--- Dataset content ---
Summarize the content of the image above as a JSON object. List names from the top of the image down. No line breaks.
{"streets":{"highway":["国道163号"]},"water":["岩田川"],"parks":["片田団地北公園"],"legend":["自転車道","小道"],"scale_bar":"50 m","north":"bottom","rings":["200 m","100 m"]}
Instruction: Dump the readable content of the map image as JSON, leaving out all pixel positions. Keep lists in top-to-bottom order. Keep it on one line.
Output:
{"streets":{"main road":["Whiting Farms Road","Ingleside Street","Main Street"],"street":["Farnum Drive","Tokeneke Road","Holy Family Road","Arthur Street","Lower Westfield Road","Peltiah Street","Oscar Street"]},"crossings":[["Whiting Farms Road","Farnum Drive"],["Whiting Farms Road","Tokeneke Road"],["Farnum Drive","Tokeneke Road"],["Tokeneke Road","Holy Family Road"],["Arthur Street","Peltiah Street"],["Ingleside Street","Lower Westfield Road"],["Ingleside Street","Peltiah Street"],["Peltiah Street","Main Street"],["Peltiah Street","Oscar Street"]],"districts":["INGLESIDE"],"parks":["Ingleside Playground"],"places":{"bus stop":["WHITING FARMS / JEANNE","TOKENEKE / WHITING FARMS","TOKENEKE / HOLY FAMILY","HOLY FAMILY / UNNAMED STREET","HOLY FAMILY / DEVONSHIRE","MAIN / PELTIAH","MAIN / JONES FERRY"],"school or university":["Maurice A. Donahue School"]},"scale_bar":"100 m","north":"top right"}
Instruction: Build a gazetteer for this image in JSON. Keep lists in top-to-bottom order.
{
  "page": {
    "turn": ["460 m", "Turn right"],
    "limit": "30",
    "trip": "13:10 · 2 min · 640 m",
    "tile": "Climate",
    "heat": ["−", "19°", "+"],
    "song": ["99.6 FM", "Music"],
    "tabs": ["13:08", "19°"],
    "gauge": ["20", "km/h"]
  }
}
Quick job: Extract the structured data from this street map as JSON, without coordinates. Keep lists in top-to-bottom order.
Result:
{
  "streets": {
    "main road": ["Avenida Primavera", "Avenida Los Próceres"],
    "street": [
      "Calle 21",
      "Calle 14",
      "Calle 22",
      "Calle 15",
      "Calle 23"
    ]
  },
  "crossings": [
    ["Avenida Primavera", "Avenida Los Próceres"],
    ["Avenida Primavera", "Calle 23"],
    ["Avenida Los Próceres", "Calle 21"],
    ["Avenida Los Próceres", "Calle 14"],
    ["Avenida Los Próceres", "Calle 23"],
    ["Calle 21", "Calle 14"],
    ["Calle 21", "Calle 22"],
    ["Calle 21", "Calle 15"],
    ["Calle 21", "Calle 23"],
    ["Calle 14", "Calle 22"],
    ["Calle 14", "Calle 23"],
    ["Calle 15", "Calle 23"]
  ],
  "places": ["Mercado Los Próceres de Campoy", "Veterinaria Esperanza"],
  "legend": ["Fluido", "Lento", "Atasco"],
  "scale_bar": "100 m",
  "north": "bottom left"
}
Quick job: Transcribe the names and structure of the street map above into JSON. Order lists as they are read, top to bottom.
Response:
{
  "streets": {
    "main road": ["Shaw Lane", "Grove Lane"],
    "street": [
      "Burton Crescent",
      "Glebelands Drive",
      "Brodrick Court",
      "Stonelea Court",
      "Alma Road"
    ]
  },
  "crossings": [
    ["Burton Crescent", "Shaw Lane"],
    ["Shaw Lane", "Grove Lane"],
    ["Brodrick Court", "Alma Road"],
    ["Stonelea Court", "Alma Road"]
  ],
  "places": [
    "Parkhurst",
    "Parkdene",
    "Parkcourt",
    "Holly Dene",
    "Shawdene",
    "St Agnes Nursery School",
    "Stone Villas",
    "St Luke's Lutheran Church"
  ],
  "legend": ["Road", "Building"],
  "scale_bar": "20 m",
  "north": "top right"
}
---
** Your instructions **
Write the data out again. Match it exactly.

** Exercise response **
Summarize the content of the image above as a JSON object. List names from the top of the image down. No line breaks.
{"streets":{"highway":["国道163号"]},"water":["岩田川"],"parks":["片田団地北公園"],"legend":["自転車道","小道"],"scale_bar":"50 m","north":"bottom","rings":["200 m","100 m"]}
Instruction: Dump the readable content of the map image as JSON, leaving out all pixel positions. Keep lists in top-to-bottom order. Keep it on one line.
Output:
{"streets":{"main road":["Whiting Farms Road","Ingleside Street","Main Street"],"street":["Farnum Drive","Tokeneke Road","Holy Family Road","Arthur Street","Lower Westfield Road","Peltiah Street","Oscar Street"]},"crossings":[["Whiting Farms Road","Farnum Drive"],["Whiting Farms Road","Tokeneke Road"],["Farnum Drive","Tokeneke Road"],["Tokeneke Road","Holy Family Road"],["Arthur Street","Peltiah Street"],["Ingleside Street","Lower Westfield Road"],["Ingleside Street","Peltiah Street"],["Peltiah Street","Main Street"],["Peltiah Street","Oscar Street"]],"districts":["INGLESIDE"],"parks":["Ingleside Playground"],"places":{"bus stop":["WHITING FARMS / JEANNE","TOKENEKE / WHITING FARMS","TOKENEKE / HOLY FAMILY","HOLY FAMILY / UNNAMED STREET","HOLY FAMILY / DEVONSHIRE","MAIN / PELTIAH","MAIN / JONES FERRY"],"school or university":["Maurice A. Donahue School"]},"scale_bar":"100 m","north":"top right"}
Instruction: Build a gazetteer for this image in JSON. Keep lists in top-to-bottom order.
{
  "page": {
    "turn": ["460 m", "Turn right"],
    "limit": "30",
    "trip": "13:10 · 2 min · 640 m",
    "tile": "Climate",
    "heat": ["−", "19°", "+"],
    "song": ["99.6 FM", "Music"],
    "tabs": ["13:08", "19°"],
    "gauge": ["20", "km/h"]
  }
}
Quick job: Extract the structured data from this street map as JSON, without coordinates. Keep lists in top-to-bottom order.
Result:
{
  "streets": {
    "main road": ["Avenida Primavera", "Avenida Los Próceres"],
    "street": [
      "Calle 21",
      "Calle 14",
      "Calle 22",
      "Calle 15",
      "Calle 23"
    ]
  },
  "crossings": [
    ["Avenida Primavera", "Avenida Los Próceres"],
    ["Avenida Primavera", "Calle 23"],
    ["Avenida Los Próceres", "Calle 21"],
    ["Avenida Los Próceres", "Calle 14"],
    ["Avenida Los Próceres", "Calle 23"],
    ["Calle 21", "Calle 14"],
    ["Calle 21", "Calle 22"],
    ["Calle 21", "Calle 15"],
    ["Calle 21", "Calle 23"],
    ["Calle 14", "Calle 22"],
    ["Calle 14", "Calle 23"],
    ["Calle 15", "Calle 23"]
  ],
  "places": ["Mercado Los Próceres de Campoy", "Veterinaria Esperanza"],
  "legend": ["Fluido", "Lento", "Atasco"],
  "scale_bar": "100 m",
  "north": "bottom left"
}
Quick job: Transcribe the names and structure of the street map above into JSON. Order lists as they are read, top to bottom.
Response:
{
  "streets": {
    "main road": ["Shaw Lane", "Grove Lane"],
    "street": [
      "Burton Crescent",
      "Glebelands Drive",
      "Brodrick Court",
      "Stonelea Court",
      "Alma Road"
    ]
  },
  "crossings": [
    ["Burton Crescent", "Shaw Lane"],
    ["Shaw Lane", "Grove Lane"],
    ["Brodrick Court", "Alma Road"],
    ["Stonelea Court", "Alma Road"]
  ],
  "places": [
    "Parkhurst",
    "Parkdene",
    "Parkcourt",
    "Holly Dene",
    "Shawdene",
    "St Agnes Nursery School",
    "Stone Villas",
    "St Luke's Lutheran Church"
  ],
  "legend": ["Road", "Building"],
  "scale_bar": "20 m",
  "north": "top right"
}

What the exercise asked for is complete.